- **TASK PROMPT**
Using the records that follow, copy every line containing the word "Oaks".

Data extracted from a collection

____________________

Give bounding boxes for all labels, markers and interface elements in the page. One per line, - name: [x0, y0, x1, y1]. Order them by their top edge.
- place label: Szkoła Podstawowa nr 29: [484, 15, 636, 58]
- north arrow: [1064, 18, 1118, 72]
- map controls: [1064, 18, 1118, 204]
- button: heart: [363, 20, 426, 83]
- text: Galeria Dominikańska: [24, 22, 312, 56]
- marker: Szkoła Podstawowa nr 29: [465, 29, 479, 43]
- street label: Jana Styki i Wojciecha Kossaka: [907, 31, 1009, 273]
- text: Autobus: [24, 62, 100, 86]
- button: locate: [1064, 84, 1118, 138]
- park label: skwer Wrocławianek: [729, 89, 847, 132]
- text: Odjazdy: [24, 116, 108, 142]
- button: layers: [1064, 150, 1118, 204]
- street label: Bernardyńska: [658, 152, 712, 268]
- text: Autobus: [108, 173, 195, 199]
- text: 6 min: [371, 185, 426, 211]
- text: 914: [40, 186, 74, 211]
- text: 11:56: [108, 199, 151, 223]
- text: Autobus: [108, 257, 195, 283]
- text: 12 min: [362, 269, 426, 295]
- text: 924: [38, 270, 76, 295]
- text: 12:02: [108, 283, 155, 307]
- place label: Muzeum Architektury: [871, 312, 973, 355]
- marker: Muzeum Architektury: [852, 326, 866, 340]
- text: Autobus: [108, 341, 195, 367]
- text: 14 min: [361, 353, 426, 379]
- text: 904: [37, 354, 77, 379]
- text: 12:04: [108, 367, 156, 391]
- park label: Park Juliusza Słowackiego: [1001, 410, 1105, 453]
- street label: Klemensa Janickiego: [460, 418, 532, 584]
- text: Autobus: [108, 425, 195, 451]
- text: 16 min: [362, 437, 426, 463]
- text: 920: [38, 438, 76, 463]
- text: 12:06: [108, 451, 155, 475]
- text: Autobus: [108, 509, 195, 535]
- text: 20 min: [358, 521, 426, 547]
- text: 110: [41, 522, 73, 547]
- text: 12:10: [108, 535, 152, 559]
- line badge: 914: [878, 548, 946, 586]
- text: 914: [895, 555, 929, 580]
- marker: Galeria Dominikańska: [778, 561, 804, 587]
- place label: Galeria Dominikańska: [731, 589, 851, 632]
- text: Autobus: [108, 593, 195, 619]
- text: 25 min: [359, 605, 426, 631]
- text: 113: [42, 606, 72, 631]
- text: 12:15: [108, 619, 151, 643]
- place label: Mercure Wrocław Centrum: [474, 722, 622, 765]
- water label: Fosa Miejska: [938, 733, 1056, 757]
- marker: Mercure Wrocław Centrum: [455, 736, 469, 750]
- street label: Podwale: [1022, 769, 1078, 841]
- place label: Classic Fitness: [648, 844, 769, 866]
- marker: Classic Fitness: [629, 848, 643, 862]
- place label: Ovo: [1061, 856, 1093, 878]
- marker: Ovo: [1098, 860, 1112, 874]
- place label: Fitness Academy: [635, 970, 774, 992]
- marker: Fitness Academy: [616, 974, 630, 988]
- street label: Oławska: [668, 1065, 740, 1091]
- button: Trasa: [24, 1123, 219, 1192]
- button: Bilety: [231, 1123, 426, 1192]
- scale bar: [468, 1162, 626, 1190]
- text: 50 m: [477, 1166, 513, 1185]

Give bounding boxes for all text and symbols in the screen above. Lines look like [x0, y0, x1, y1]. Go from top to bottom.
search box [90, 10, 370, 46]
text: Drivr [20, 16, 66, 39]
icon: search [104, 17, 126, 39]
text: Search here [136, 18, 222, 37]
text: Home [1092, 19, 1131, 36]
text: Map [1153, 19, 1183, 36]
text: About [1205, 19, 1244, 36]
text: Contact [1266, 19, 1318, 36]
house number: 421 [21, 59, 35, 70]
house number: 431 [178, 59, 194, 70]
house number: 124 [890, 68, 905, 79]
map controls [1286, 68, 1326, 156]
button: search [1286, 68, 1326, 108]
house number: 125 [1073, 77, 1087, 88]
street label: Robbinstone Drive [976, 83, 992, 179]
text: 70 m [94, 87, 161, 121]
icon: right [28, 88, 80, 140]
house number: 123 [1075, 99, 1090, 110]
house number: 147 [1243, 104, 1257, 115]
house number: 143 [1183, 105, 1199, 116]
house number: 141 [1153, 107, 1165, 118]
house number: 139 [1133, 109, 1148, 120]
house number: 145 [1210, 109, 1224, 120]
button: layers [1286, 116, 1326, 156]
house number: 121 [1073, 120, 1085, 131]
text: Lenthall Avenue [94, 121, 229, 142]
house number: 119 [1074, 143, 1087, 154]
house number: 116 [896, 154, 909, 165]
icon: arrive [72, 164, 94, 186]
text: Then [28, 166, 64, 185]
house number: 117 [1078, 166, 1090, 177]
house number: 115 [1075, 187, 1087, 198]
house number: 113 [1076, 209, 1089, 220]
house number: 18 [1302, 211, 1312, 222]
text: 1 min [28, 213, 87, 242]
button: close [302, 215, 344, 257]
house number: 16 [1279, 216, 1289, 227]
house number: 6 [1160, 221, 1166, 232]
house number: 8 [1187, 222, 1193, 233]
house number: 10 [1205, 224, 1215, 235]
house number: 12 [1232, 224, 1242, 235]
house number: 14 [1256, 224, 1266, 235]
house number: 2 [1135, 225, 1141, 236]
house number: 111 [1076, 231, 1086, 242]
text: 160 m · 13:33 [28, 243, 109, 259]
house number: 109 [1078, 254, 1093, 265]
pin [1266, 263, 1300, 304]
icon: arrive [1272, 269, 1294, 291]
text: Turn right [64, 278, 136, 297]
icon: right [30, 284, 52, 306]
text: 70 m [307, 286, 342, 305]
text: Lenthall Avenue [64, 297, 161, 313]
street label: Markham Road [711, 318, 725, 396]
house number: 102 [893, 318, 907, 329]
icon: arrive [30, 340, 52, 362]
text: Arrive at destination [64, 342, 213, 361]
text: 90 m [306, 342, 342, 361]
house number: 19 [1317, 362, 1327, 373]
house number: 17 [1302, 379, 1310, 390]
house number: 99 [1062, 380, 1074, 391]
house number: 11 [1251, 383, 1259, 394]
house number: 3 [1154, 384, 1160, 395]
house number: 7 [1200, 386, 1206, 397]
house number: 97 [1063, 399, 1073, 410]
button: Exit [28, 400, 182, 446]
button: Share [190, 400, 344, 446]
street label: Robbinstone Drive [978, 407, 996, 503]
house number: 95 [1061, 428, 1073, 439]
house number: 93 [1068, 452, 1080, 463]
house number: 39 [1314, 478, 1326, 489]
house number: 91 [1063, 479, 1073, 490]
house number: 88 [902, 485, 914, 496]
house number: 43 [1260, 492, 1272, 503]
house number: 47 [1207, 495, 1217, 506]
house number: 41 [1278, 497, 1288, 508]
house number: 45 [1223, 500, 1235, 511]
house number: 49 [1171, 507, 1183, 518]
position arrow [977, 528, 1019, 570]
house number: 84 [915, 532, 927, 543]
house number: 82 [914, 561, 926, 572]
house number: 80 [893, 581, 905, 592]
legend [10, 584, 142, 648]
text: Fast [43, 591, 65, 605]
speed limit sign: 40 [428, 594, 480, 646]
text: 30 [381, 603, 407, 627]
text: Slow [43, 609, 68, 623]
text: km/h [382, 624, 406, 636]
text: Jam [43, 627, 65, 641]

____________________

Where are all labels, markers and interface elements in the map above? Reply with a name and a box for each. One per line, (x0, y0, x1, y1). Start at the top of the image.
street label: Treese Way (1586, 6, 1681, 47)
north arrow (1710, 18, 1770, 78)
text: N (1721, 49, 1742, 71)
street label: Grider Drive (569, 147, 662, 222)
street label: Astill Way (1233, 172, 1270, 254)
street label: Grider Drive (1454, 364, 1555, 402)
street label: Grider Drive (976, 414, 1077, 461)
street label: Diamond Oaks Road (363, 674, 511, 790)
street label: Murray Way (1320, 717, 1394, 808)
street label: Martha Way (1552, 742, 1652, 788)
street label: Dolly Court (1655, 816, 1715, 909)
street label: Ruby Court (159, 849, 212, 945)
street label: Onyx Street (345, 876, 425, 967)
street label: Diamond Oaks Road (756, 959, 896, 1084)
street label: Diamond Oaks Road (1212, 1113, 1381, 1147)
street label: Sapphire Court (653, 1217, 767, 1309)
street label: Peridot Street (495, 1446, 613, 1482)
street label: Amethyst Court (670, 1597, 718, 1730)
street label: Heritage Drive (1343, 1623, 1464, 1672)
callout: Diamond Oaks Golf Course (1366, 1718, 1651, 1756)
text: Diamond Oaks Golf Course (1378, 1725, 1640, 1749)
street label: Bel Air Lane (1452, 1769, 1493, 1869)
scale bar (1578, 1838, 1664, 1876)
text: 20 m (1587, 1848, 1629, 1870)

____________________

- **WORKED SOLUTION**
street label: Diamond Oaks Road (363, 674, 511, 790)
street label: Diamond Oaks Road (756, 959, 896, 1084)
street label: Diamond Oaks Road (1212, 1113, 1381, 1147)
callout: Diamond Oaks Golf Course (1366, 1718, 1651, 1756)
text: Diamond Oaks Golf Course (1378, 1725, 1640, 1749)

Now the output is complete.